■ ACTIVITY ■
Which lines come from the start of the records through the line that holds "2px #584d3a) drop-shadow(0"? Write them out word for word.

Stored items
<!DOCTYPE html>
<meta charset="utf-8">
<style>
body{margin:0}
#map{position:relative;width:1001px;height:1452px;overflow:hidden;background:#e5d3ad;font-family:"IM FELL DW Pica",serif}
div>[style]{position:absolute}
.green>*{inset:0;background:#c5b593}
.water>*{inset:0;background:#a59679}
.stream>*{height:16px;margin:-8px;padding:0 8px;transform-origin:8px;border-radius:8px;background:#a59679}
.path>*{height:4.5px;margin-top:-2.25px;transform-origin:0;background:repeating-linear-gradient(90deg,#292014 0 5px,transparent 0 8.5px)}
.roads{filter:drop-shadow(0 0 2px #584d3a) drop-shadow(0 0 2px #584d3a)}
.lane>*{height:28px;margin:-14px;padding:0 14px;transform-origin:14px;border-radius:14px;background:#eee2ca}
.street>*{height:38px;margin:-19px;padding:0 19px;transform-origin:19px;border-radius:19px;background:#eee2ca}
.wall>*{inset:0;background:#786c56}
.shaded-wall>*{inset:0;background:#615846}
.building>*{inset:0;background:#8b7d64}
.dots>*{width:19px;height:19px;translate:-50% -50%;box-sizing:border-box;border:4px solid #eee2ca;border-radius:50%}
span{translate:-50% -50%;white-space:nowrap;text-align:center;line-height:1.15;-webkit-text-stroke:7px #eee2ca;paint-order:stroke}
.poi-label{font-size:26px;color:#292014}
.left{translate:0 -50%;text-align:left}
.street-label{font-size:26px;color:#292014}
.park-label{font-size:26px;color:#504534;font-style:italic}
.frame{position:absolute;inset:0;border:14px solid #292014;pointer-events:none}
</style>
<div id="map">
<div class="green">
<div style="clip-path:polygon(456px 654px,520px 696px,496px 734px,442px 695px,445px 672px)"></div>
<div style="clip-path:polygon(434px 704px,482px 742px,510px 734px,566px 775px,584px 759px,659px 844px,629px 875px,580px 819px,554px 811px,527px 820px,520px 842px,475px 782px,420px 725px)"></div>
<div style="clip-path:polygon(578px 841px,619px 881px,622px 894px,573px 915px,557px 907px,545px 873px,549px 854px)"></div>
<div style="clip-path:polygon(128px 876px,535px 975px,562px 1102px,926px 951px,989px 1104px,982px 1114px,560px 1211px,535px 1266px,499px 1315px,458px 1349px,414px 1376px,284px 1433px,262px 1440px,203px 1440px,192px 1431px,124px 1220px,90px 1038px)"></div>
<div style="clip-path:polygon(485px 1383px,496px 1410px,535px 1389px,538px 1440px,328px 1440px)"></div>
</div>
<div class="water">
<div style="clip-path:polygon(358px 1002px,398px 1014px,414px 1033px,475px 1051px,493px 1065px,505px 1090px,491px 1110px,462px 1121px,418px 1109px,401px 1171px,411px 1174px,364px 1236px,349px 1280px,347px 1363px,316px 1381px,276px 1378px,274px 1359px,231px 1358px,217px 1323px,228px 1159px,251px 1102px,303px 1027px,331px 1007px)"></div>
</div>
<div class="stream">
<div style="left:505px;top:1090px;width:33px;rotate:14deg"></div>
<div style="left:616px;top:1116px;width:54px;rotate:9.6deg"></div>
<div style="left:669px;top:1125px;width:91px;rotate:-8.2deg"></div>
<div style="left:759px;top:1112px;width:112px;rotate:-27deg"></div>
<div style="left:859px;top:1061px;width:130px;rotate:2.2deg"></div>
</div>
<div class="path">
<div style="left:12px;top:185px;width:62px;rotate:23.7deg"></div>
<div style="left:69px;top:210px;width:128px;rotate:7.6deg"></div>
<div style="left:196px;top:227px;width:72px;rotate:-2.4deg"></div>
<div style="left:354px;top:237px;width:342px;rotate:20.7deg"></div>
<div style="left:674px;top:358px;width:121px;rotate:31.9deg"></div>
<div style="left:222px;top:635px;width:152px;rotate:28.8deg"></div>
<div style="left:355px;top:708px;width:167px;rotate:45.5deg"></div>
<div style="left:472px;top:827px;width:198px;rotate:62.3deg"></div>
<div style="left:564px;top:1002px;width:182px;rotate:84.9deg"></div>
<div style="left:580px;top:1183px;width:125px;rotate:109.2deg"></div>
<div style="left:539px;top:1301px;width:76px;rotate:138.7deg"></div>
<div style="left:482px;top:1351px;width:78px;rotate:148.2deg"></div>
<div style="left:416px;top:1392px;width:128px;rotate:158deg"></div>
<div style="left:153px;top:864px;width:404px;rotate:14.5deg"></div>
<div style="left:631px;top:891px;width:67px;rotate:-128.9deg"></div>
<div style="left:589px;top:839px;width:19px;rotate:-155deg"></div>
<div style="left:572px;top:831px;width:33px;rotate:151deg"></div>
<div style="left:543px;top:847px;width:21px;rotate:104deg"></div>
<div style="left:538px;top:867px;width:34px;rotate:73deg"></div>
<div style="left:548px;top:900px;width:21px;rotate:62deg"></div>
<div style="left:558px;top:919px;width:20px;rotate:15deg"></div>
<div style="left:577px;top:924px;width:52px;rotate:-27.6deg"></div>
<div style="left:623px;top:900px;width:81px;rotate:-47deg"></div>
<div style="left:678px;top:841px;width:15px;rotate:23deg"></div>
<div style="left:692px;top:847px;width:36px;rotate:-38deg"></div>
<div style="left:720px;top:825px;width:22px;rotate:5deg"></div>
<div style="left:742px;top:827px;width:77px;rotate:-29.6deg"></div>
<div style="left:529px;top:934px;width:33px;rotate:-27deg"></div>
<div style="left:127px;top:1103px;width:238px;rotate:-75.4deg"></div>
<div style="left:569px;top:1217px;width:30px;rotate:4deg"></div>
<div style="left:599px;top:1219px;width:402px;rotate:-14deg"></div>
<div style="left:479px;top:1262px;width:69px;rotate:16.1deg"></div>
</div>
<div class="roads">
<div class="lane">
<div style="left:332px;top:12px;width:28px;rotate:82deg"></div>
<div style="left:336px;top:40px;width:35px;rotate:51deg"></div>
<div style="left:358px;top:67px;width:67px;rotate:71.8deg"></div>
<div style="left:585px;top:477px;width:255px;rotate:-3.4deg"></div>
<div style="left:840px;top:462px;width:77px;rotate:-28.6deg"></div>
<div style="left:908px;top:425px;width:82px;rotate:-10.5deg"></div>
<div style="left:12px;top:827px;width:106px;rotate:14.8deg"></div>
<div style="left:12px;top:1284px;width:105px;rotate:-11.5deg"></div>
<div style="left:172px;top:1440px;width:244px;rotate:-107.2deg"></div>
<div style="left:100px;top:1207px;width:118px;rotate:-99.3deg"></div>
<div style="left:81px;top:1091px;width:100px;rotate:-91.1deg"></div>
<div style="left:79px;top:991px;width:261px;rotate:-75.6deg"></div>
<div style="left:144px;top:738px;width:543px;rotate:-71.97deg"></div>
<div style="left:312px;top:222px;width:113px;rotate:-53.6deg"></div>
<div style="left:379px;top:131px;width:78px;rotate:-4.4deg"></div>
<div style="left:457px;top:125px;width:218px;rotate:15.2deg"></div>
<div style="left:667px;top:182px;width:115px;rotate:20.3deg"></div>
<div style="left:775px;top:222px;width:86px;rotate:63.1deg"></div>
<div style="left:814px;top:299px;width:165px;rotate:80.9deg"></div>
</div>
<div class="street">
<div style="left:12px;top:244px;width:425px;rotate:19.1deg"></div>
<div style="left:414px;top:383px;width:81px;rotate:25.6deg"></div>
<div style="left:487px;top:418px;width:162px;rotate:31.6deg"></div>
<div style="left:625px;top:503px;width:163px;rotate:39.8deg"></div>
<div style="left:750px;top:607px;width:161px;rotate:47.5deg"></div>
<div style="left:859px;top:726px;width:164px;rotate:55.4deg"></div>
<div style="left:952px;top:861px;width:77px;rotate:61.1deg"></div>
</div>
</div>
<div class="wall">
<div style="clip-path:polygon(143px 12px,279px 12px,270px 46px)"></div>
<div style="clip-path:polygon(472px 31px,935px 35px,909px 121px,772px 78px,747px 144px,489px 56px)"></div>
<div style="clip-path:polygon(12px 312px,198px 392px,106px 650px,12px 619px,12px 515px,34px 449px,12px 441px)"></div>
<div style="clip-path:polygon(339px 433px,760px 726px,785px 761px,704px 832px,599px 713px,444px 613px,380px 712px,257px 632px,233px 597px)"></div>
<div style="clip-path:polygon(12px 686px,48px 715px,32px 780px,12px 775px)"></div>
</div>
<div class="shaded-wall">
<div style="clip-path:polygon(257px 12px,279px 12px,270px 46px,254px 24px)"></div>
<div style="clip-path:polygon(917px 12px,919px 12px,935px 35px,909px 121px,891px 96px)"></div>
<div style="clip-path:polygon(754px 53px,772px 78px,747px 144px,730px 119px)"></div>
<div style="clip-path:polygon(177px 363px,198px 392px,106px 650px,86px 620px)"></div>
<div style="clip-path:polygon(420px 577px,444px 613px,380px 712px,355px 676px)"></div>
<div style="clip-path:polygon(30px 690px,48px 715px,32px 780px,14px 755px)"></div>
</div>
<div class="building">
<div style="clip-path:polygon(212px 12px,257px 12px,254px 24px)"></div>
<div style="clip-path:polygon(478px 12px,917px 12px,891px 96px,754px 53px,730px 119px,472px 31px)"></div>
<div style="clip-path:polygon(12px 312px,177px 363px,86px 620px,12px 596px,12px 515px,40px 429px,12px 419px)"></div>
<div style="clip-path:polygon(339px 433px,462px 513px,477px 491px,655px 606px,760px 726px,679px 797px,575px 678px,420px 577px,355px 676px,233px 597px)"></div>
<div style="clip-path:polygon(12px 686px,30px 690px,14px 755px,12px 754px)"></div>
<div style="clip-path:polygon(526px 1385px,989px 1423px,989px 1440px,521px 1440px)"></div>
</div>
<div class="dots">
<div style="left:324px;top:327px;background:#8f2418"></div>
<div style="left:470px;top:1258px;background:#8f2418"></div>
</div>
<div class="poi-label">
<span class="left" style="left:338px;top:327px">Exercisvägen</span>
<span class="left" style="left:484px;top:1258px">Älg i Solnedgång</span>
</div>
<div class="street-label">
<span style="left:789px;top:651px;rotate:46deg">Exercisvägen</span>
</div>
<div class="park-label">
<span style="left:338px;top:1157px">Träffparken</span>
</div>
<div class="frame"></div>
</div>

■ COMPLETED EXERCISE ■
<!DOCTYPE html>
<meta charset="utf-8">
<style>
body{margin:0}
#map{position:relative;width:1001px;height:1452px;overflow:hidden;background:#e5d3ad;font-family:"IM FELL DW Pica",serif}
div>[style]{position:absolute}
.green>*{inset:0;background:#c5b593}
.water>*{inset:0;background:#a59679}
.stream>*{height:16px;margin:-8px;padding:0 8px;transform-origin:8px;border-radius:8px;background:#a59679}
.path>*{height:4.5px;margin-top:-2.25px;transform-origin:0;background:repeating-linear-gradient(90deg,#292014 0 5px,transparent 0 8.5px)}
.roads{filter:drop-shadow(0 0 2px #584d3a) drop-shadow(0 0 2px #584d3a)}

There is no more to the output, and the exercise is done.